=== RECORDS FOR THIS EXERCISE ===

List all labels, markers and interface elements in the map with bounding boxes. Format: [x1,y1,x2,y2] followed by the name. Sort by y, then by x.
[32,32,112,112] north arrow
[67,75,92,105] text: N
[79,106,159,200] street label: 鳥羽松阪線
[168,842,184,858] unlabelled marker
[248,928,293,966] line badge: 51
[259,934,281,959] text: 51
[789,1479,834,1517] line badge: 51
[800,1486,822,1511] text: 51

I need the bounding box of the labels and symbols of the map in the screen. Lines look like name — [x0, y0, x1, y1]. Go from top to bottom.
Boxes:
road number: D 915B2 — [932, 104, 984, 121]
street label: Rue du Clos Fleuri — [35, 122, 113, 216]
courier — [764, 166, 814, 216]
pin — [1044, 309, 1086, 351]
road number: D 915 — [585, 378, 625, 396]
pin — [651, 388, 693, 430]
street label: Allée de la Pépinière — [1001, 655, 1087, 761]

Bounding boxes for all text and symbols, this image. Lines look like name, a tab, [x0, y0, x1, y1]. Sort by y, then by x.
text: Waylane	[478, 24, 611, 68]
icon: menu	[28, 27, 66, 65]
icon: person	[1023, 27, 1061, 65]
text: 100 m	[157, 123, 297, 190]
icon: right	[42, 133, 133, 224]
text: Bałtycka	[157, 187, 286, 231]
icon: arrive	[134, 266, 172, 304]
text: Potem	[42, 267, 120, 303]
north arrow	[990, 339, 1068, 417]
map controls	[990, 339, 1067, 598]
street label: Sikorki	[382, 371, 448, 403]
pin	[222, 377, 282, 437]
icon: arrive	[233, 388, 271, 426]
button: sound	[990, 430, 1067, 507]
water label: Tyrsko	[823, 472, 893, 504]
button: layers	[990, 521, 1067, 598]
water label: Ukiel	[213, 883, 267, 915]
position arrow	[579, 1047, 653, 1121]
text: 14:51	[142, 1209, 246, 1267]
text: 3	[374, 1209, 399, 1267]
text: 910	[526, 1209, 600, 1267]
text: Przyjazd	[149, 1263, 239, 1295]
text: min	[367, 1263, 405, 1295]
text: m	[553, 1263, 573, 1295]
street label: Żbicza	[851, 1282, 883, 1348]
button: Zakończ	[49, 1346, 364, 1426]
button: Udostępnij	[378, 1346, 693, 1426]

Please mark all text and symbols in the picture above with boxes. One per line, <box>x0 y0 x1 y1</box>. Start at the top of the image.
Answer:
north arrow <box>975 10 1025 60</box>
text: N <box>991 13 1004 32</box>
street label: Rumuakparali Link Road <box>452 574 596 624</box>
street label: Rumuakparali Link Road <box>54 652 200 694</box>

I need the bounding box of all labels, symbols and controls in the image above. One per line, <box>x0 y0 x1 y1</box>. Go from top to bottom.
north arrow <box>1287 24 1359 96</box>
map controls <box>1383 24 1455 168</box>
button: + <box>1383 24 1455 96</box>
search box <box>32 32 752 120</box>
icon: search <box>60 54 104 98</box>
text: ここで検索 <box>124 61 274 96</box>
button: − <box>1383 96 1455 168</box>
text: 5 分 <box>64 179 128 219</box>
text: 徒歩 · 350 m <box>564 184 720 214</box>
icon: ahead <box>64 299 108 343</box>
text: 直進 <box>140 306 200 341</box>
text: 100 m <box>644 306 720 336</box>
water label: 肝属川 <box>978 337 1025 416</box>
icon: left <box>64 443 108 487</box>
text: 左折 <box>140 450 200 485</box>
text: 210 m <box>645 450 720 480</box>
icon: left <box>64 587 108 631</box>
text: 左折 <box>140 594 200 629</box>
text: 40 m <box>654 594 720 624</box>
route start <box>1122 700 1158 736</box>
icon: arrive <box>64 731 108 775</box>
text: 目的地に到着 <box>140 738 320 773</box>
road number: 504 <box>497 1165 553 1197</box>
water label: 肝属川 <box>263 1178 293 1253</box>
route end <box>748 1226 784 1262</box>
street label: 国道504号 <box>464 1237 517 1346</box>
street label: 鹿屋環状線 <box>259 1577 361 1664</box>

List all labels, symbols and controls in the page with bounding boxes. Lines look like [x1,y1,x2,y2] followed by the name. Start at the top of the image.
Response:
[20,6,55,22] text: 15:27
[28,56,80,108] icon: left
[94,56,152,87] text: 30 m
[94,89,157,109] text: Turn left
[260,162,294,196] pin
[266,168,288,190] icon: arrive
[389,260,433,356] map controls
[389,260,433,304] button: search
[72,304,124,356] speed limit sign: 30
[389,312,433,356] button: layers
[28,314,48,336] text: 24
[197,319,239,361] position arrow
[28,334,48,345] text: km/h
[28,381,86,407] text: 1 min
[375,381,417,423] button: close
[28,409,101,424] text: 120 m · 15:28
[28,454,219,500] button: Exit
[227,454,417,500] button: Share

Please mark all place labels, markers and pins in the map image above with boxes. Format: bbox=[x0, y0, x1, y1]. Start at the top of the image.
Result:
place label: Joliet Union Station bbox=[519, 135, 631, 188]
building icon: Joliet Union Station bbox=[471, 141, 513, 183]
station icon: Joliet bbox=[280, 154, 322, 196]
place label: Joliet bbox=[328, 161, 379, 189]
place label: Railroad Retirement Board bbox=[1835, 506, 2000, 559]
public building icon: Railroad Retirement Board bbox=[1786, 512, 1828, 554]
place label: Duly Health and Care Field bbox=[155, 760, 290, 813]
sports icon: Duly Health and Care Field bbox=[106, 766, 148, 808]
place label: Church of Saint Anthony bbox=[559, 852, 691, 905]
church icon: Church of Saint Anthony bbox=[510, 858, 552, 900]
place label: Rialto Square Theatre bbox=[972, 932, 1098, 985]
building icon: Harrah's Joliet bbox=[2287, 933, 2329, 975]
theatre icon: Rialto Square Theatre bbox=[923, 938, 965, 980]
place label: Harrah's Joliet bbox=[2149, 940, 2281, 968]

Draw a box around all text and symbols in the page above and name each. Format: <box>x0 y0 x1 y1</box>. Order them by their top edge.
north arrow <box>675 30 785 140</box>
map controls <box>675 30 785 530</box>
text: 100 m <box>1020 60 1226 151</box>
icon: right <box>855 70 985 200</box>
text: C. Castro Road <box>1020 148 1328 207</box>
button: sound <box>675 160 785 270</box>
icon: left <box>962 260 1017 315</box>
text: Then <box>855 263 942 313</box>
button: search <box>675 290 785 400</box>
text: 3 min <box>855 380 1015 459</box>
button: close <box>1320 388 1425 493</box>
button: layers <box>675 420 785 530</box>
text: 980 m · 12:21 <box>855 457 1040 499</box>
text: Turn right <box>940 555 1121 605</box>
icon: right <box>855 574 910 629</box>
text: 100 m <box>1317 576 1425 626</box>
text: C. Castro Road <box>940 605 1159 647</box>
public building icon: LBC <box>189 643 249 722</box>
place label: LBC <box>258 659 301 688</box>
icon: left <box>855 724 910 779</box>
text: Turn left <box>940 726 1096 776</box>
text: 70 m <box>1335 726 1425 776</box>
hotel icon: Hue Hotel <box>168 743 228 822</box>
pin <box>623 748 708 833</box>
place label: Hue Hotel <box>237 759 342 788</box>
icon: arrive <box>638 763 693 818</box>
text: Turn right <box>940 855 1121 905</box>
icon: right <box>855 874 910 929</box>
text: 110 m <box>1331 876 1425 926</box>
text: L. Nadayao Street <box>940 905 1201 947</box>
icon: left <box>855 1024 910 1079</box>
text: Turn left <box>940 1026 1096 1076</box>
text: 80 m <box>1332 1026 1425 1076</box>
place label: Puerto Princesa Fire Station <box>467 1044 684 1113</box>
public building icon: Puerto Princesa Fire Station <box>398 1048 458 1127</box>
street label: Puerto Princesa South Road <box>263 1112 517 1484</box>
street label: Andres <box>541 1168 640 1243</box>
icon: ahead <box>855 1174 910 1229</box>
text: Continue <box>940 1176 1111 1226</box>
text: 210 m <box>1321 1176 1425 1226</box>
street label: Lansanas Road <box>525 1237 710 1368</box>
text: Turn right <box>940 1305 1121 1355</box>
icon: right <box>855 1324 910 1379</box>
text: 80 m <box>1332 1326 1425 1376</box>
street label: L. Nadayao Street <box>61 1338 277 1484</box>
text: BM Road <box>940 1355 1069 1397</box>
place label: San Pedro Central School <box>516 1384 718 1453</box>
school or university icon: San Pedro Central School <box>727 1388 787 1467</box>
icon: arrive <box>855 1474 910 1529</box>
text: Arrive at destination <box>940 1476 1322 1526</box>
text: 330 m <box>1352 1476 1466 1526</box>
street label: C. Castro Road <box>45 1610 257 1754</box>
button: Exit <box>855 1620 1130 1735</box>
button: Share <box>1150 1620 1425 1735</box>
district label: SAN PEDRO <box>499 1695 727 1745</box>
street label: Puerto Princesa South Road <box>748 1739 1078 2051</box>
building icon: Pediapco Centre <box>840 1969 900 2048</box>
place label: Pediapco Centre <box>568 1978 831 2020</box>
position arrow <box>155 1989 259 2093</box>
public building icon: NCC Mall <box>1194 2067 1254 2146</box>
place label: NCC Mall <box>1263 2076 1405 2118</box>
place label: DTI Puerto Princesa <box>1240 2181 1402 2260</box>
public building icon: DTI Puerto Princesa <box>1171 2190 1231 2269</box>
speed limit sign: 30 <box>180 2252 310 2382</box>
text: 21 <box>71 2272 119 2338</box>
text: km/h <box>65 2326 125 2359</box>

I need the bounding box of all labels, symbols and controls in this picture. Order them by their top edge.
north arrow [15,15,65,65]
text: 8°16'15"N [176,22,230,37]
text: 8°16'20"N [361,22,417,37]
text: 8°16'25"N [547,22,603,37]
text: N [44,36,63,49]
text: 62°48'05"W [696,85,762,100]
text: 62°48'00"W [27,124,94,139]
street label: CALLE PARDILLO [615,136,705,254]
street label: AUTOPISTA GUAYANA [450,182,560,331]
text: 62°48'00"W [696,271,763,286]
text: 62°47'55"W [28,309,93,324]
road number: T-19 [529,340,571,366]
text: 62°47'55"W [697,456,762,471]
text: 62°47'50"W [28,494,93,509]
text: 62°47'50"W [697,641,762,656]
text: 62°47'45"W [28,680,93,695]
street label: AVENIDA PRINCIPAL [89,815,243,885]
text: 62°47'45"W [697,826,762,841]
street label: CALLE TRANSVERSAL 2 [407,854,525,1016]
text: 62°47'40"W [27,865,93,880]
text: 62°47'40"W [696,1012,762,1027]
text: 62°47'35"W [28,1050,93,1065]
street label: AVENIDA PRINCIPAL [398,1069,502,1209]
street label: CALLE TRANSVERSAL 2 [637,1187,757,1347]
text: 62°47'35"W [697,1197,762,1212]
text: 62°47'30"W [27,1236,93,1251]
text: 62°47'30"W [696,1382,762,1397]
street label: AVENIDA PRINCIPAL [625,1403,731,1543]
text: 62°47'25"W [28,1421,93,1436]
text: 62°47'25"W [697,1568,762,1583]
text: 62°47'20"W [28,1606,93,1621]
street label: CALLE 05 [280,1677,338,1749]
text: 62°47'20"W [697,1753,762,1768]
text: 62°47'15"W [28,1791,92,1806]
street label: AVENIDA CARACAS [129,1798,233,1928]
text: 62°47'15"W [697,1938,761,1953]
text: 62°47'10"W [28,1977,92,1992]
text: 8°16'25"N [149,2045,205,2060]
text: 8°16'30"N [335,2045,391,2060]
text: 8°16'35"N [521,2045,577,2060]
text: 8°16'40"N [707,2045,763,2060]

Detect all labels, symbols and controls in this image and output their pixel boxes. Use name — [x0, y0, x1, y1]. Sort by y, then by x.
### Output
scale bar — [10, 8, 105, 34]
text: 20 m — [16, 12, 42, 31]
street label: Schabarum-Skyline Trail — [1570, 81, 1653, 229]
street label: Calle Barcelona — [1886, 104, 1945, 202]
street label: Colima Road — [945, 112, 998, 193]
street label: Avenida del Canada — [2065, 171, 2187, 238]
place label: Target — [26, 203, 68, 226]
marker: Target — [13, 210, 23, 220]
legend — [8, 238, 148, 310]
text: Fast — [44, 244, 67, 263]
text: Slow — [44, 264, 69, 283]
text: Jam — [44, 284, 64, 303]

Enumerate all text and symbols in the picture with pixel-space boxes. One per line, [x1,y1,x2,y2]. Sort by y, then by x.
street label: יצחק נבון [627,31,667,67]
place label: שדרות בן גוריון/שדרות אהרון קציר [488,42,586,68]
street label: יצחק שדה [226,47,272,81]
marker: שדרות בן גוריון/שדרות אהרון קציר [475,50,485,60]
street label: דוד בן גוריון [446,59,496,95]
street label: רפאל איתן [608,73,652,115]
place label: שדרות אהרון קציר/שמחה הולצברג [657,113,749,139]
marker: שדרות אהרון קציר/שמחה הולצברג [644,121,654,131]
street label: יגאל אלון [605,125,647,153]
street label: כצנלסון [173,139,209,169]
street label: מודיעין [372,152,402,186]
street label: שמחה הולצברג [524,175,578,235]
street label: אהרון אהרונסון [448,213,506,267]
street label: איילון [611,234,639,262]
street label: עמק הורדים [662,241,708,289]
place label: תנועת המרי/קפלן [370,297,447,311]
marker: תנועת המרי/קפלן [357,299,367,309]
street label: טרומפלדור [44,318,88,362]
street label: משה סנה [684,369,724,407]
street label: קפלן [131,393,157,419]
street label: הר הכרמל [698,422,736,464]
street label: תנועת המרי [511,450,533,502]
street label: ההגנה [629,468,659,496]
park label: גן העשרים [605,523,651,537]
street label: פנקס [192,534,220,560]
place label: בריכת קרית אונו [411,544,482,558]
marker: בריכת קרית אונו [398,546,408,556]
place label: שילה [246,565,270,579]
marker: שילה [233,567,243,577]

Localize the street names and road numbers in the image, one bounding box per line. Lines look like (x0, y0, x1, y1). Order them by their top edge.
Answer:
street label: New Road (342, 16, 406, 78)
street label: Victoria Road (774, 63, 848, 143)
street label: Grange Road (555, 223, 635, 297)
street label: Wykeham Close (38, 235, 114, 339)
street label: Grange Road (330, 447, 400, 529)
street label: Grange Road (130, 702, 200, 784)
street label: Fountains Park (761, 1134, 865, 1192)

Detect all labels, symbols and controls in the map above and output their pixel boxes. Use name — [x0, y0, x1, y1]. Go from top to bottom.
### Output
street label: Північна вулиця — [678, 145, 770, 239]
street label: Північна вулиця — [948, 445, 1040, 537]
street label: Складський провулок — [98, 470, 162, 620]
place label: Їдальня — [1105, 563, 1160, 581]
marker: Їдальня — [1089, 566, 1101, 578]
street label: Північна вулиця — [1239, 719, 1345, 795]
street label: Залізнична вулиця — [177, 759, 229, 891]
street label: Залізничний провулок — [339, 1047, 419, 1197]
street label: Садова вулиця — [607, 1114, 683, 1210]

===

YOUR OBJECTIVE >> Scan the records above for the word "Detect". Copy each line that has it.

EXPECTED ANSWER >>
Detect all labels, symbols and controls in this image and output their pixel boxes. Use name — [x0, y0, x1, y1]. Sort by y, then by x.
Detect all labels, symbols and controls in the map above and output their pixel boxes. Use name — [x0, y0, x1, y1]. Go from top to bottom.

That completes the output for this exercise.